Niki Acosta: Because it's like 80% humidity and like 95 today or something?
Weston Jossey: That's what air conditioning is for. It's fun.
Niki Acosta: Yeah, right.
Weston Jossey: You got central air.
Niki Acosta: Totally! I know; I'm wearing a sweater inside, because I'm actually kind of cold in my own house.
Weston Jossey: Well, I'm wearing my OpenStack sweater.
Niki Acosta: Yeah! Oh, my God!
Weston Jossey: I figured I'd do some branding.
Niki Acosta: No, I was so distracted, that I forgot to ask you the question we always start off with. You told some of it, but how did you get started in tech?
Weston Jossey: Oh, that's an interesting question. I don't know; we've got, what, another 50 minutes, so I'll do the next 40 ... no. I've always been a bit of a nerd, as I'm sure most of the people who are joining in on this podcast. I got into computers probably when I was about 8 or 9 years old. I remember getting our first Gateway computer playing Myst in my basement. I was always interested in computers, but my parents didn't really want me to spend all that much time on it. They kept telling me to go outside and go do other things, but I always had showed a lot of interest in it, so in high school my high school girlfriend, her father was a software architect. He actually was one of the first people to ever graduate with a computer science master's from Duke University.
Niki Acosta: Wow!
Weston Jossey: I foreshadowed, I guess it would have been my junior year of high school, I went with him to his work and walked around with him and got to see what his job was like. I remember actually thinking back then, wow, he just did a ton of meetings! That doesn't seem all that interesting ... And because he was a software architect, and software architects sit in a lot of meetings and talk to a lot of people and don't necessarily get to write a lot of code themselves. But really had ... It kind of made an imprint on me. I stayed interested in it, but really didn't do much around software and tech until I got to college, and I actually went to a really small, private liberal arts college in upstate New York, actually where his daughter was going to school. That was part of why I went to New York.
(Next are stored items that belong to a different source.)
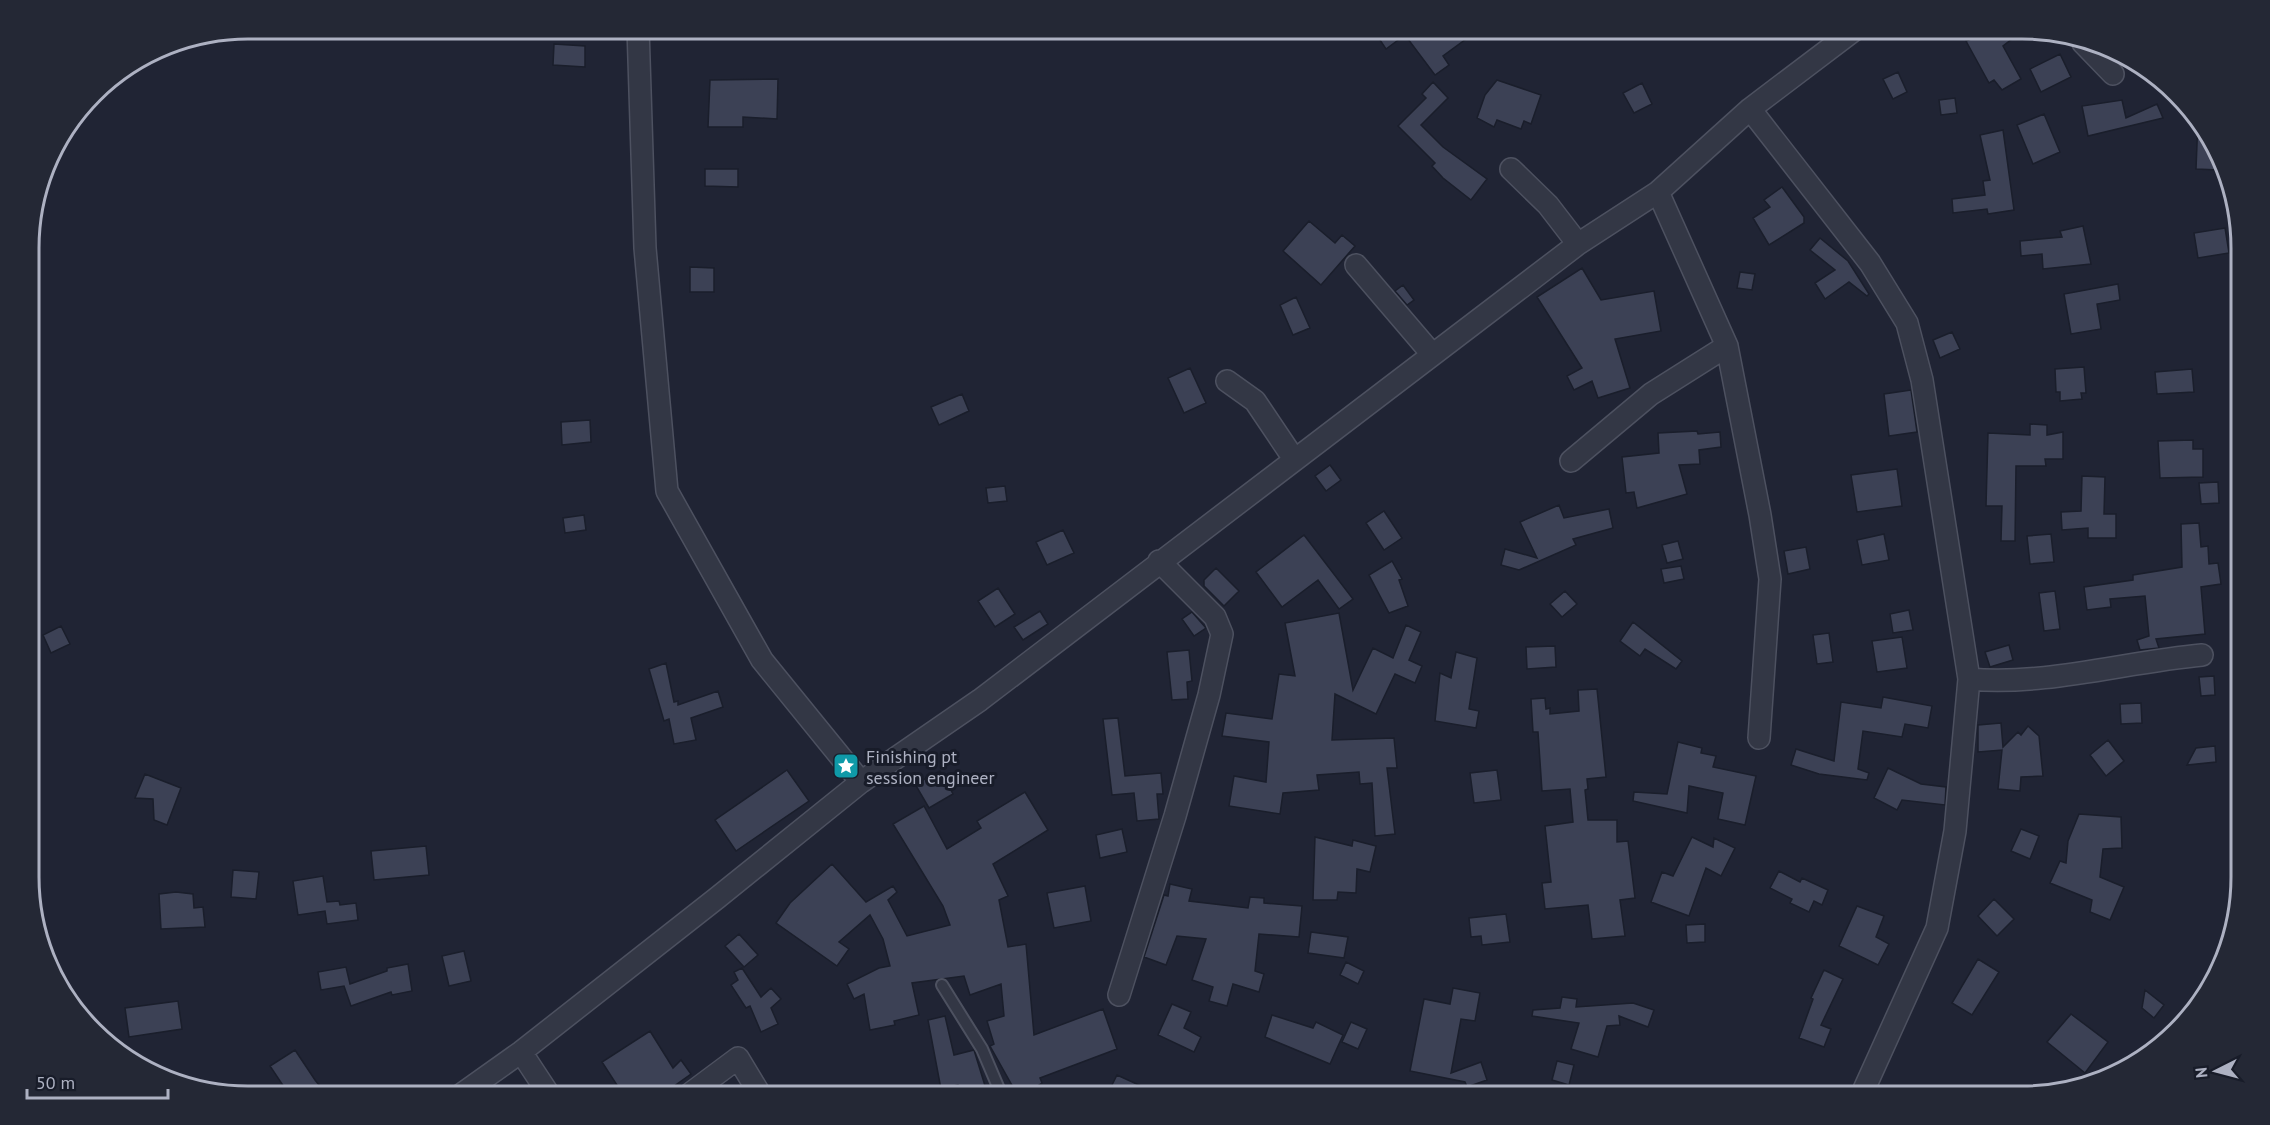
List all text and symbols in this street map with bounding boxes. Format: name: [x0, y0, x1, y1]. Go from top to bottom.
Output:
place label: Finishing pt session engineer: [866, 745, 995, 789]
place icon: Finishing pt session engineer: [831, 751, 861, 781]
north arrow: [2186, 1041, 2246, 1101]
scale bar: [27, 1062, 168, 1100]
text: N: [2191, 1066, 2212, 1079]
text: 50 m: [36, 1071, 75, 1094]

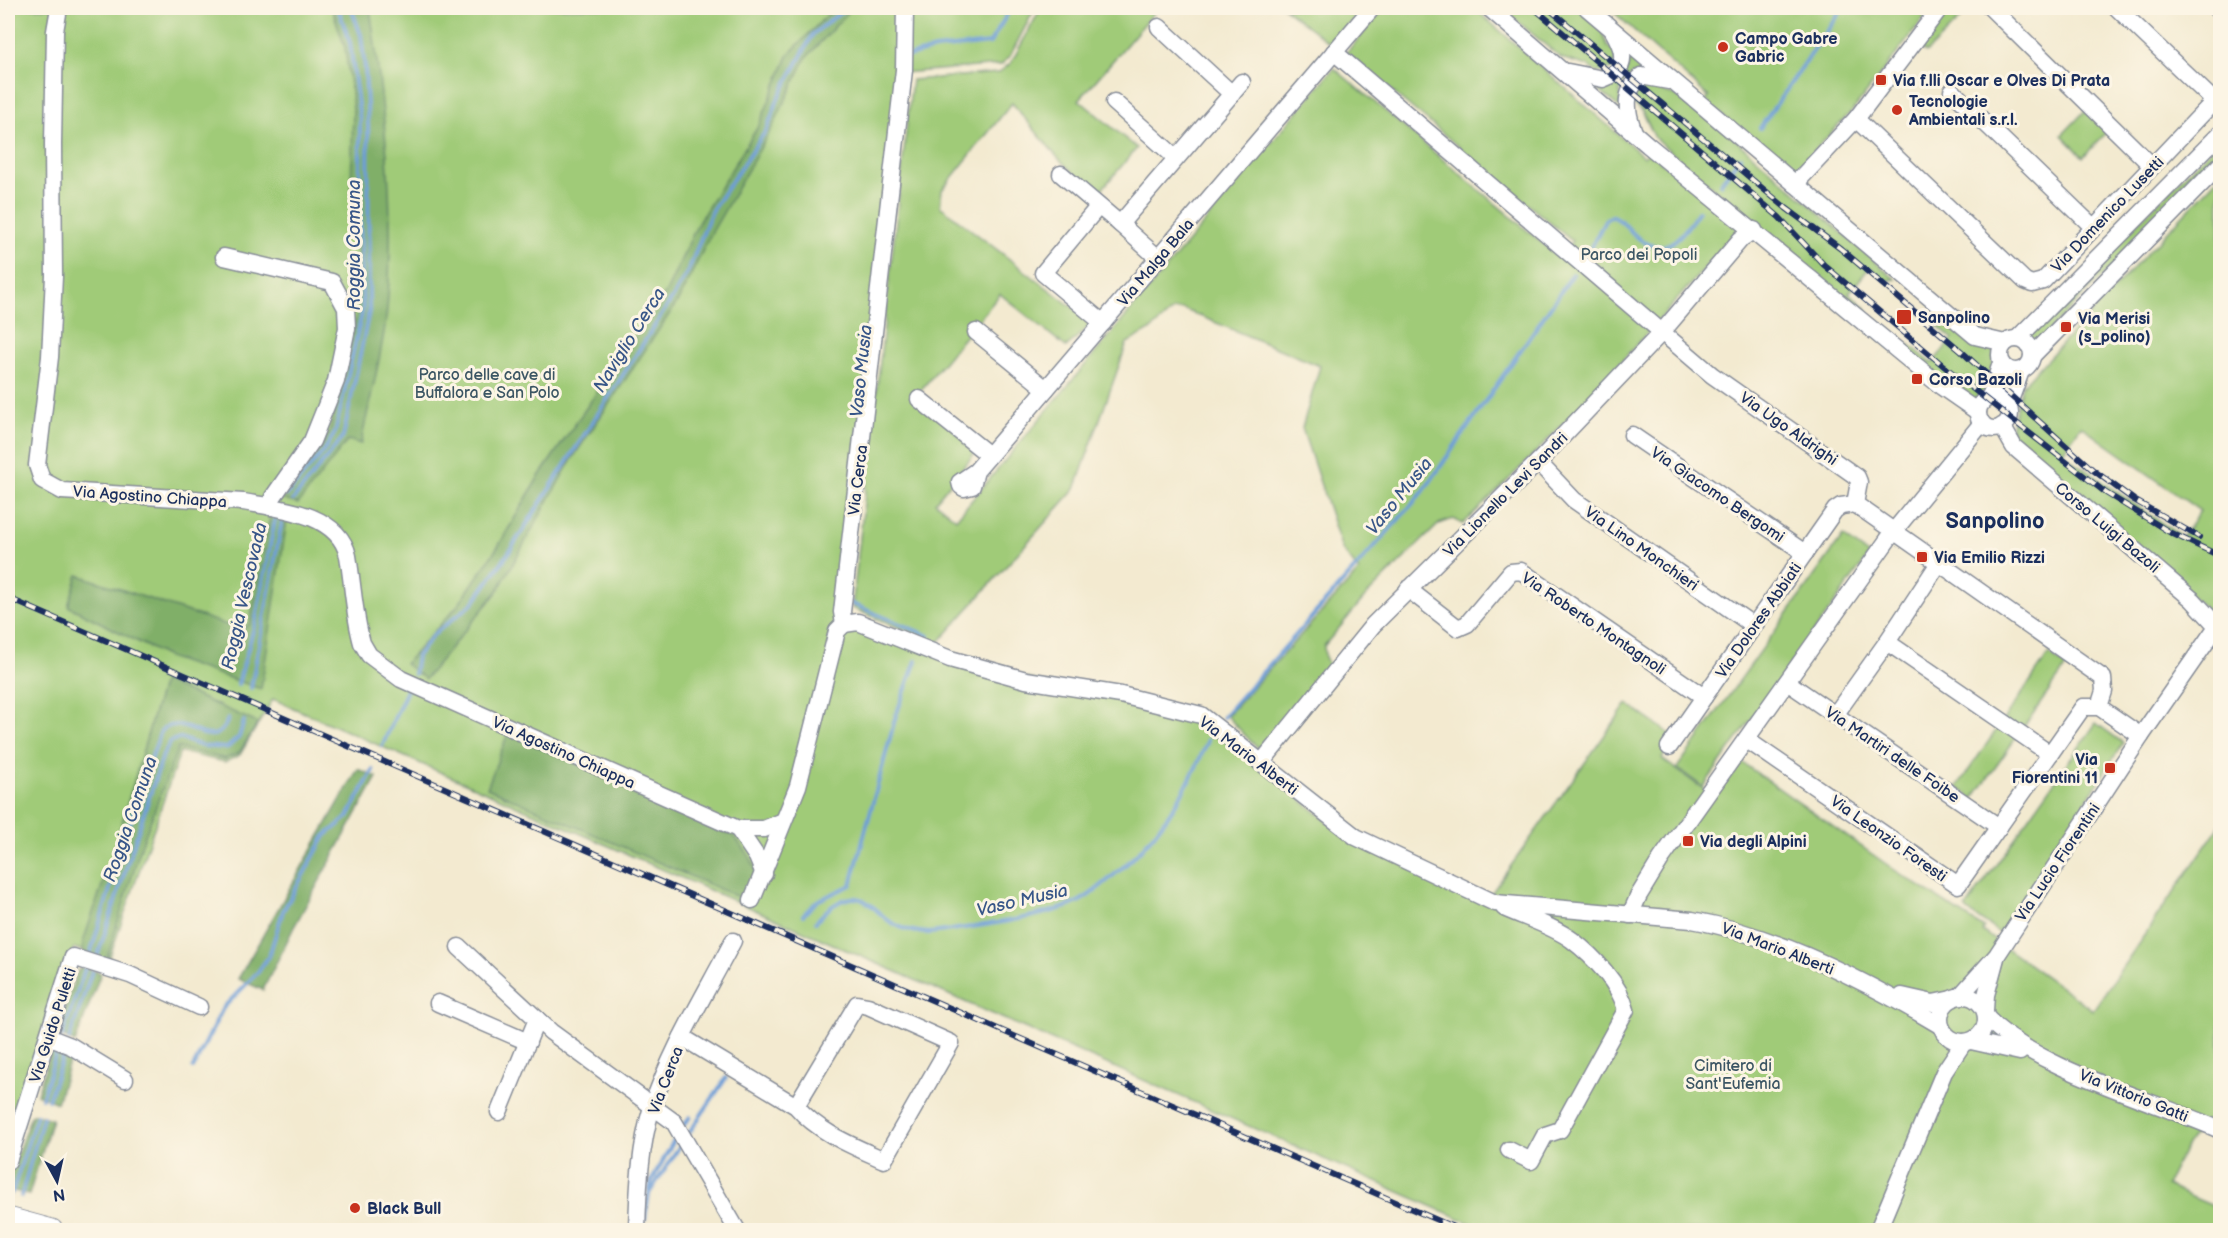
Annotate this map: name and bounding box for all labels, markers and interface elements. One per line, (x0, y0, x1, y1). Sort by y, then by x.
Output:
place label: Campo Gabre Gabric (1735, 30, 1837, 67)
marker: Campo Gabre Gabric (1716, 40, 1730, 54)
place label: Via f.lli Oscar e Olves Di Prata (1893, 72, 2110, 91)
marker: Via f.lli Oscar e Olves Di Prata (1874, 73, 1888, 87)
place label: Tecnologie Ambientali s.r.l. (1908, 93, 2018, 130)
marker: Tecnologie Ambientali s.r.l. (1890, 103, 1904, 117)
street label: Via Domenico Lusetti (2048, 153, 2168, 277)
water label: Roggia Comuna (344, 180, 365, 311)
street label: Via Malga Bala (1114, 215, 1198, 311)
park label: Parco dei Popoli (1581, 246, 1697, 265)
water label: Naviglio Cerca (589, 284, 670, 396)
marker: Sanpolino (1895, 308, 1913, 326)
place label: Sanpolino (1918, 309, 1990, 328)
place label: Via Merisi (s_polino) (2078, 310, 2151, 347)
marker: Via Merisi (s_polino) (2059, 320, 2073, 334)
water label: Vaso Musia (846, 324, 877, 418)
park label: Parco delle cave di Buffalora e San Polo (414, 366, 560, 403)
place label: Corso Bazoli (1929, 371, 2022, 390)
marker: Corso Bazoli (1910, 372, 1924, 386)
street label: Via Ugo Aldrighi (1736, 388, 1841, 470)
street label: Via Lionello Levi Sandri (1440, 429, 1572, 561)
street label: Via Giacomo Bergomi (1647, 443, 1788, 547)
street label: Via Cerca (845, 444, 872, 517)
water label: Vaso Musia (1362, 454, 1437, 539)
street label: Corso Luigi Bazoli (2051, 479, 2163, 577)
street label: Via Agostino Chiappa (72, 483, 228, 512)
street label: Via Lino Monchieri (1581, 503, 1702, 596)
district label: Sanpolino (1945, 508, 2045, 535)
water label: Roggia Vescovada (217, 520, 272, 672)
place label: Via Emilio Rizzi (1934, 549, 2045, 568)
marker: Via Emilio Rizzi (1915, 550, 1929, 564)
street label: Via Dolores Abbiati (1712, 559, 1806, 682)
street label: Via Roberto Montagnoli (1517, 569, 1669, 680)
street label: Via Martiri delle Foibe (1821, 703, 1963, 808)
street label: Via Agostino Chiappa (489, 713, 638, 793)
street label: Via Mario Alberti (1195, 713, 1301, 800)
place label: Via Fiorentini 11 (2012, 751, 2098, 788)
water label: Roggia Comuna (99, 754, 162, 885)
marker: Via Fiorentini 11 (2103, 761, 2117, 775)
street label: Via Leonzio Foresti (1826, 792, 1950, 887)
street label: Via Lucio Fiorentini (2012, 800, 2105, 926)
place label: Via degli Alpini (1700, 833, 1807, 852)
marker: Via degli Alpini (1681, 834, 1695, 848)
water label: Vaso Musia (974, 880, 1070, 921)
street label: Via Mario Alberti (1718, 919, 1837, 980)
street label: Via Guido Puletti (26, 966, 81, 1085)
street label: Via Cerca (645, 1044, 688, 1117)
park label: Cimitero di Sant'Eufemia (1685, 1057, 1781, 1094)
street label: Via Vittorio Gatti (2076, 1066, 2191, 1127)
north arrow (27, 1151, 87, 1211)
text: N (52, 1184, 66, 1205)
place label: Black Bull (367, 1200, 441, 1219)
marker: Black Bull (348, 1201, 362, 1215)

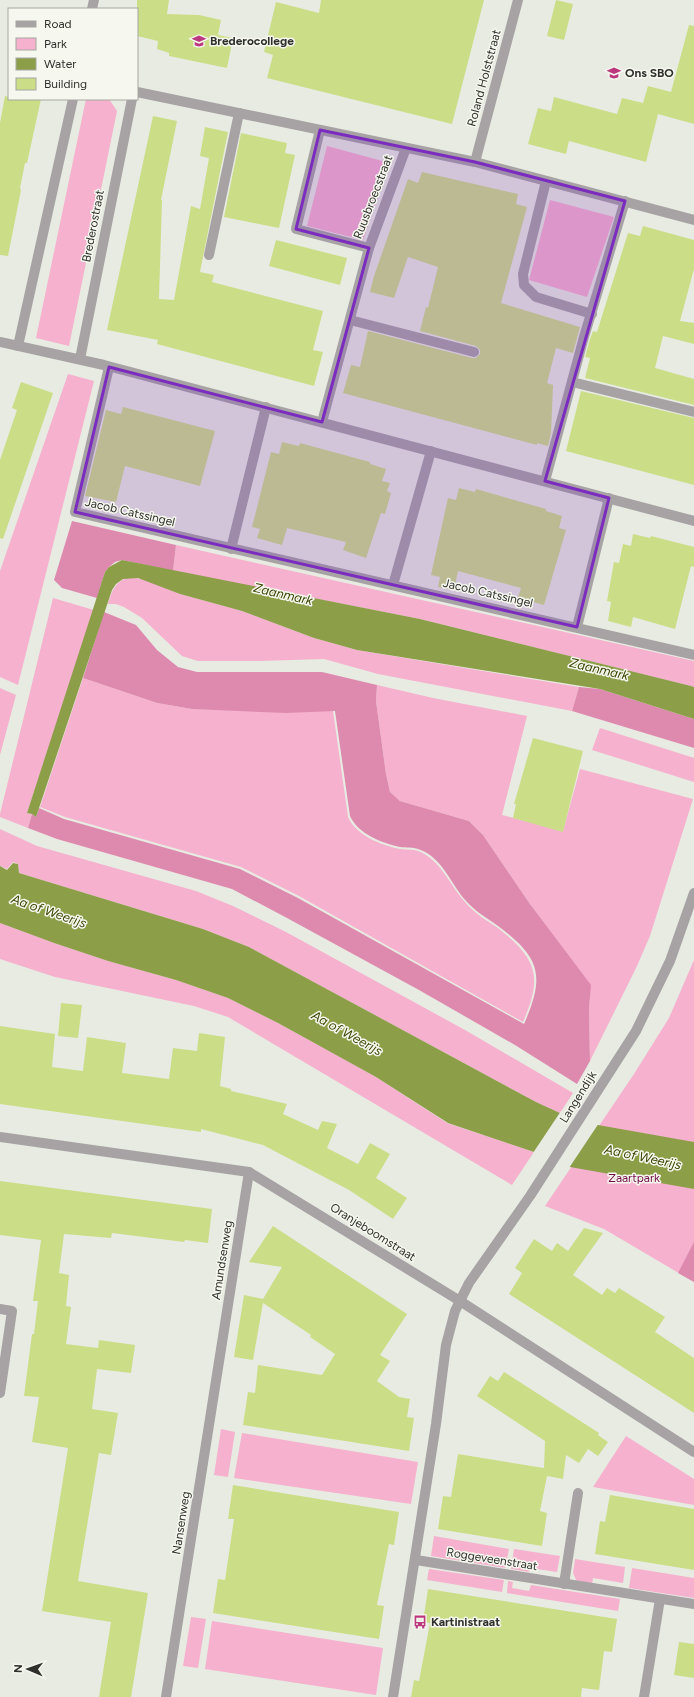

So they had a small computer science program. There were five people in each of the graduating classes, but I actually went in originally for physics, did a semester of it, loved physics, but also took my first computer science class and loved computer science! One of those ... Most kids by the end of their sophomore year of college are still trying to figure out what they want to do in their career and what they want to study, I knew ... Niki, are you still trying to figure out what you want to do, Niki?
Niki Acosta: Oh, totally! I don't know what I want to be when I grow up.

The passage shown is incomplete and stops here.